[Dataset entries]
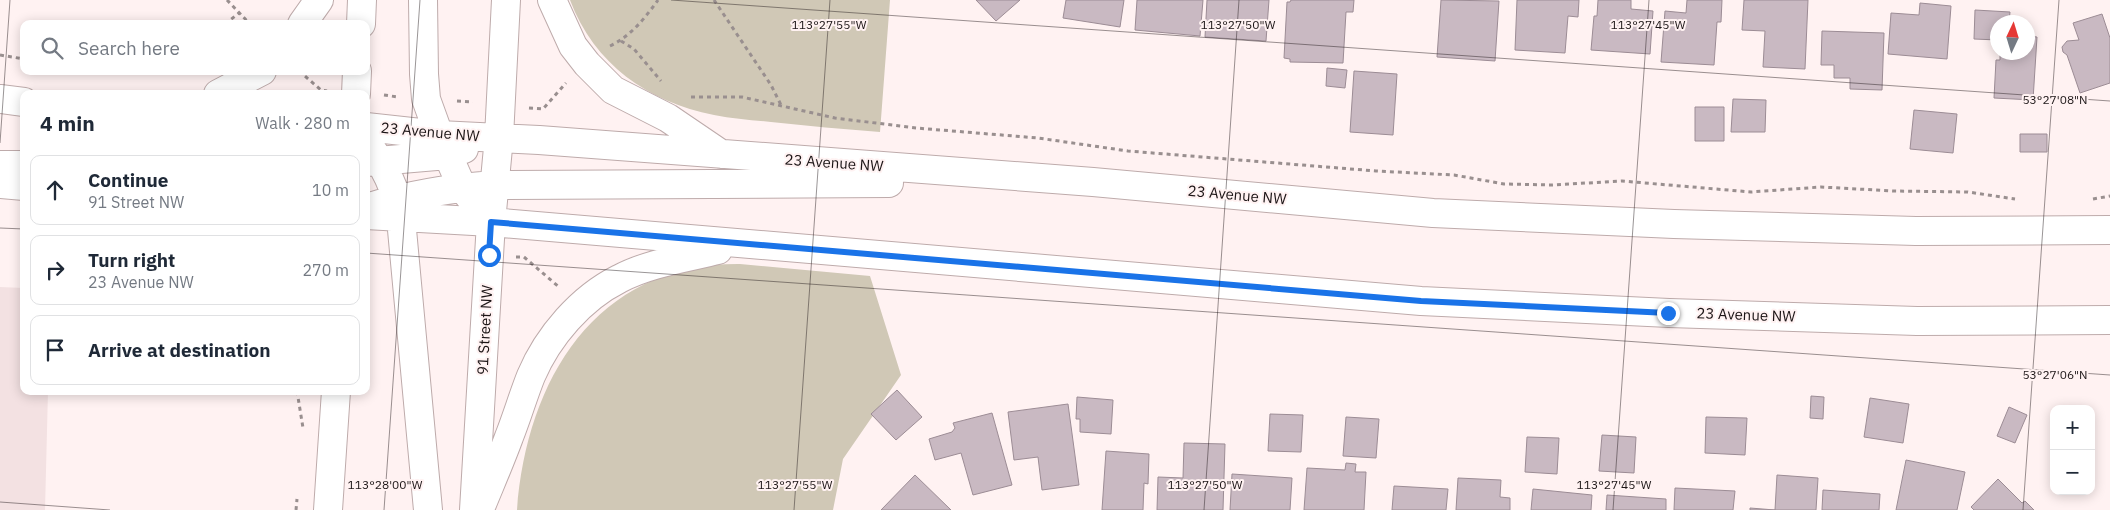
<!DOCTYPE html>
<meta charset="utf-8">
<style>
body{margin:0;font-family:"IBM Plex Sans",sans-serif;background:#f6f6f7;color:#1f2937}
.controls{position:absolute;right:15px;bottom:15px;display:grid;overflow:hidden;border-radius:10px;box-shadow:0 2px 12px #0003}
.controls button{width:45px;height:45px;display:grid;place-items:center;padding:0;border:0;border-bottom:1px solid #e0e1e3;background:#fff;color:#1f2937;font:25px sans-serif}
.compass{position:absolute;left:1990px;top:15px;width:45px;height:45px;border-radius:50%;background:#fff;box-shadow:0 2px 12px #0003;rotate:4deg}
.stop{position:absolute;width:15px;height:15px;margin:-11px;border:4px solid #1a73e8;border-radius:50%;background:#fff}
.stop.end{background:#1a73e8;border-color:#fff;box-shadow:0 1px 5px #0008}
.list{margin:0;padding:0;list-style:none}
h2{display:flex;justify-content:space-between;align-items:center;height:65px;margin:0;padding:0 20px;font-size:21px}
h2 small{font-size:16px;font-weight:400;color:#747a83}
.list li{display:grid;grid-template-columns:32px 1fr auto;gap:15px;align-items:center;box-sizing:border-box;height:70px;margin:0 10px 10px;padding:0 10px;border:1px solid #e0e1e3;border-radius:10px}
.list b{display:block;font-size:19px;white-space:nowrap}
.list p{margin:0;font-size:16px;white-space:nowrap;color:#747a83}
.list em{font-size:16px;font-style:normal;color:#747a83}
.icon{flex:none;width:28px;height:28px;fill:none;stroke:currentColor;stroke-width:2;stroke-linecap:round;stroke-linejoin:round}
.map{position:relative;flex:none;width:2110px;height:510px;overflow:hidden}
.search{position:absolute;background:#fff;box-shadow:0 2px 12px #0003;left:20px;top:20px;width:350px;height:55px;display:flex;align-items:center;gap:12px;box-sizing:border-box;padding:0 18px;border-radius:10px;color:#747a83;font-size:19px}
.panel{position:absolute;background:#fff;box-shadow:0 2px 12px #0003;left:20px;top:90px;width:350px;height:305px;border-radius:10px}
.map>svg:first-child{display:block}
</style>
<div class="map">
<svg width="2110" height="510" viewBox="0 0 2110 510">
<rect width="100%" height="100%" fill="#fff2f2"/>
<path fill="#f3e1e2" d="M0,287L24,288V391H48L45,510H0Z"/>
<path fill="#d0c8b6" d="M570,0H890L880,132C844,129 807,126 771,122C752,120 733,119 714,115C648,102 594,64 570,0Z
M740,264L870,276L901,375L843,459L833,510H517C527,379 596,263 740,264Z"/>
<path fill="#c9b9c2" stroke="#9c8c95" d="M976,0H1020L996,21Z
M1066,0H1124L1120,27L1063,18Z
M1137,0H1203L1200,36L1135,30Z
M1207,0H1269L1266,41L1205,37Z
M1291,0H1354L1353,12H1346L1343,63L1290,62V59L1284,58L1287,2H1290Z
M1441,0L1499,1L1495,61L1437,57Z
M1517,0H1579L1578,17L1568,16L1565,53L1515,50Z
M1598,0H1631V9L1653,11L1650,54L1591,50L1594,16H1597Z
M1687,0H1722L1721,22H1717L1714,65L1661,62L1665,11L1686,13Z
M1744,0H1808L1805,69L1763,67L1765,31L1742,30Z
M1920,3L1951,6L1947,59L1888,54L1891,13L1919,15Z
M1975,10L2010,12L2009,22H1998V40L1974,39Z
M2102,14L2110,38V83L2080,93L2067,55L2063,52L2062,47L2067,41L2079,40L2073,23Z
M1822,31L1884,33L1882,90L1850,89V78H1834V65H1821Z
M2028,36L2037,37L2033,100L1994,98L1996,60H2000V52H2028Z
M1327,68L1347,70L1345,88L1326,86Z
M1354,71L1397,74L1393,135L1350,132Z
M1733,99L1766,100L1765,132H1731Z
M1695,107H1724V141H1695Z
M1914,110L1957,114L1953,153L1910,149Z
M2020,134H2047V152H2020Z
M897,390L922,417L896,440L871,414Z
M1811,396L1824,397L1823,419L1810,418Z
M1077,397L1113,400L1111,434L1080,432V419H1076Z
M1870,398L1909,404L1903,443L1864,437Z
M1068,404L1079,485L1042,490L1038,457L1014,460L1008,412Z
M2009,407L2027,415L2015,443L1997,436Z
M992,413L1012,485L973,495L961,453L935,460L929,439L952,432L955,428L953,423Z
M1270,414L1303,415L1301,452L1268,451Z
M1346,417L1379,419L1376,458L1343,456Z
M1706,417L1747,418L1745,455L1705,453Z
M1602,435L1636,437L1634,473L1599,471Z
M1527,437L1559,438L1557,474L1525,472Z
M1184,443L1225,444L1223,510H1157L1158,477L1183,478Z
M1106,451L1149,454L1148,484L1144,483L1143,510H1102Z
M1906,460L1965,472L1957,510H1896Z
M1346,463L1356,464L1355,472H1366L1364,510H1304L1307,468L1345,470Z
M1232,474L1292,478L1290,510H1230Z
M915,475L951,510H881Z
M1777,475L1818,478L1816,510H1750V508L1775,510Z
M1458,478L1501,480L1500,497L1510,498V510H1456Z
M1998,479L2022,503L2025,501L2034,510H1974L1971,507Z
M1394,486L1448,489L1446,510H1392Z
M1675,488L1735,491L1733,510H1674Z
M1533,489L1592,495L1591,510H1531Z
M1823,490L1880,494L1879,510H1822Z
M1607,495L1666,499V510H1606Z"/>
<g fill="none" stroke-linecap="round" stroke-linejoin="round">
<defs>
<path id="secondary" d="M423,0L424,74L426,99L439,135L462,187L472,200
M552,0L573,46L587,64L613,90L668,118L721,154
M302,24L319,0
M361,24L362,0
M218,94L262,71
M356,94L357,71
M0,99L24,102
M366,127L439,135L539,140L1093,182L1433,213L1674,224L1916,231L2110,230
M366,142C385,166 396,188 401,219L428,510
M366,162L448,155L464,149
M0,165H24
M0,184L24,186
M366,208C408,195 450,188 494,185L889,183
M366,215L491,222L1421,301L1669,313L1917,321L2110,320
M482,504C491,482 501,459 509,437C517,417 523,396 531,376C548,336 581,298 619,279C649,263 686,258 718,250
M328,510L336,391
M474,510L491,222L499,137L506,0"/>
</defs>
<use href="#secondary" stroke="#beabab" stroke-width="30"/>
<path stroke="#998f8f" stroke-width="3" stroke-dasharray="4 4" stroke-linecap="butt" d="M227,0L250,24
M714,0L771,85L781,105
M225,24L239,13
M621,41L634,49L661,81
M610,46C631,36 645,18 658,0
M0,55L24,59
M299,71L321,90L327,91
M384,95L398,97
M691,97H742L835,118L916,128L1038,138L1128,151L1376,171L1454,175L1504,184L1552,185L1622,181L1751,192L1821,187L1894,191L1968,192L2015,199
M457,101L473,102
M529,108L543,109L566,83
M2093,199L2110,196
M516,257H524L559,287
M297,391L303,428
M296,510L297,499"/>
<use href="#secondary" stroke="#fff" stroke-width="28"/>
</g>
<g fill="none" stroke-linecap="round" stroke-linejoin="round">
<path stroke="#1a73e8" stroke-width="6" d="M489,255L491,222L1421,301L1668,313"/>
</g>
<path fill="none" stroke="#1c1516" stroke-width="1" stroke-opacity="0.45" d="M671,0L2110,101M0,143L10,0M0,228L24,229M366,253L2110,375M0,502L110,510M384,510L420,0M794,510L830,0M1204,510L1239,0M1613,510L1649,0M2023,510L2059,0"/>
<g text-anchor="middle" stroke-width="4" stroke-linejoin="round" paint-order="stroke">
<g font-size="15" fill="#1c1516" stroke="#fff2f2">
<text transform="translate(430 132) rotate(5)" y="5">23 Avenue NW</text>
<text transform="translate(834 163) rotate(4)" y="5">23 Avenue NW</text>
<text transform="translate(1237 195) rotate(5)" y="5">23 Avenue NW</text>
<text transform="translate(1746 315) rotate(2)" y="5">23 Avenue NW</text>
<text transform="translate(485 330) rotate(-87)" y="5">91 Street NW</text>
</g>
</g>
<g font-size="12" text-anchor="middle" fill="#1c1516" stroke="#fff2f2" stroke-width="4" stroke-linejoin="round" paint-order="stroke">
<text x="829" y="29">113°27'55"W</text>
<text x="1238" y="29">113°27'50"W</text>
<text x="1648" y="29">113°27'45"W</text>
<text x="2055" y="104">53°27'08"N</text>
<text x="2055" y="379">53°27'06"N</text>
<text x="385" y="489">113°28'00"W</text>
<text x="795" y="489">113°27'55"W</text>
<text x="1205" y="489">113°27'50"W</text>
<text x="1614" y="489">113°27'45"W</text>
</g>
</svg>
<div class="controls">
<button>+</button>
<button>−</button>
</div>
<svg class="compass" viewBox="-18 -18 36 36"><path d="M0-13l5 13h-10z" fill="#e53935"/><path d="M0 13l5-13h-10z" fill="#747a83"/></svg>
<div class="stop" style="left:489px;top:255px"></div>
<div class="stop end" style="left:1668px;top:313px"></div>
<div class="search"><svg class="icon" aria-label="search" viewBox="0 0 24 24"><circle cx="10" cy="10" r="6"/><path d="M15 15l6 6"/></svg>Search here</div>
<section class="panel">
<h2>4 min<small>Walk · 280 m</small></h2>
<ul class="list">
<li><svg class="icon" aria-label="ahead" viewBox="0 0 24 24"><path d="M12 20V5M6 11l6-6 6 6"/></svg><div><b>Continue</b><p>91 Street NW</p></div><em>10 m</em></li>
<li><svg class="icon" aria-label="right" viewBox="0 0 24 24"><path d="M7 20v-9h11M14 6l5 5-5 5"/></svg><div><b>Turn right</b><p>23 Avenue NW</p></div><em>270 m</em></li>
<li><svg class="icon" aria-label="arrive" viewBox="0 0 24 24"><path d="M6 21V4h12l-3 4 3 4H6"/></svg><div><b>Arrive at destination</b></div></li>
</ul>
</section>
</div>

Task requirements:
Using the data above, return each line that includes the word "linecap".

Exercise result:
.icon{flex:none;width:28px;height:28px;fill:none;stroke:currentColor;stroke-width:2;stroke-linecap:round;stroke-linejoin:round}
<g fill="none" stroke-linecap="round" stroke-linejoin="round">
<path stroke="#998f8f" stroke-width="3" stroke-dasharray="4 4" stroke-linecap="butt" d="M227,0L250,24
<g fill="none" stroke-linecap="round" stroke-linejoin="round">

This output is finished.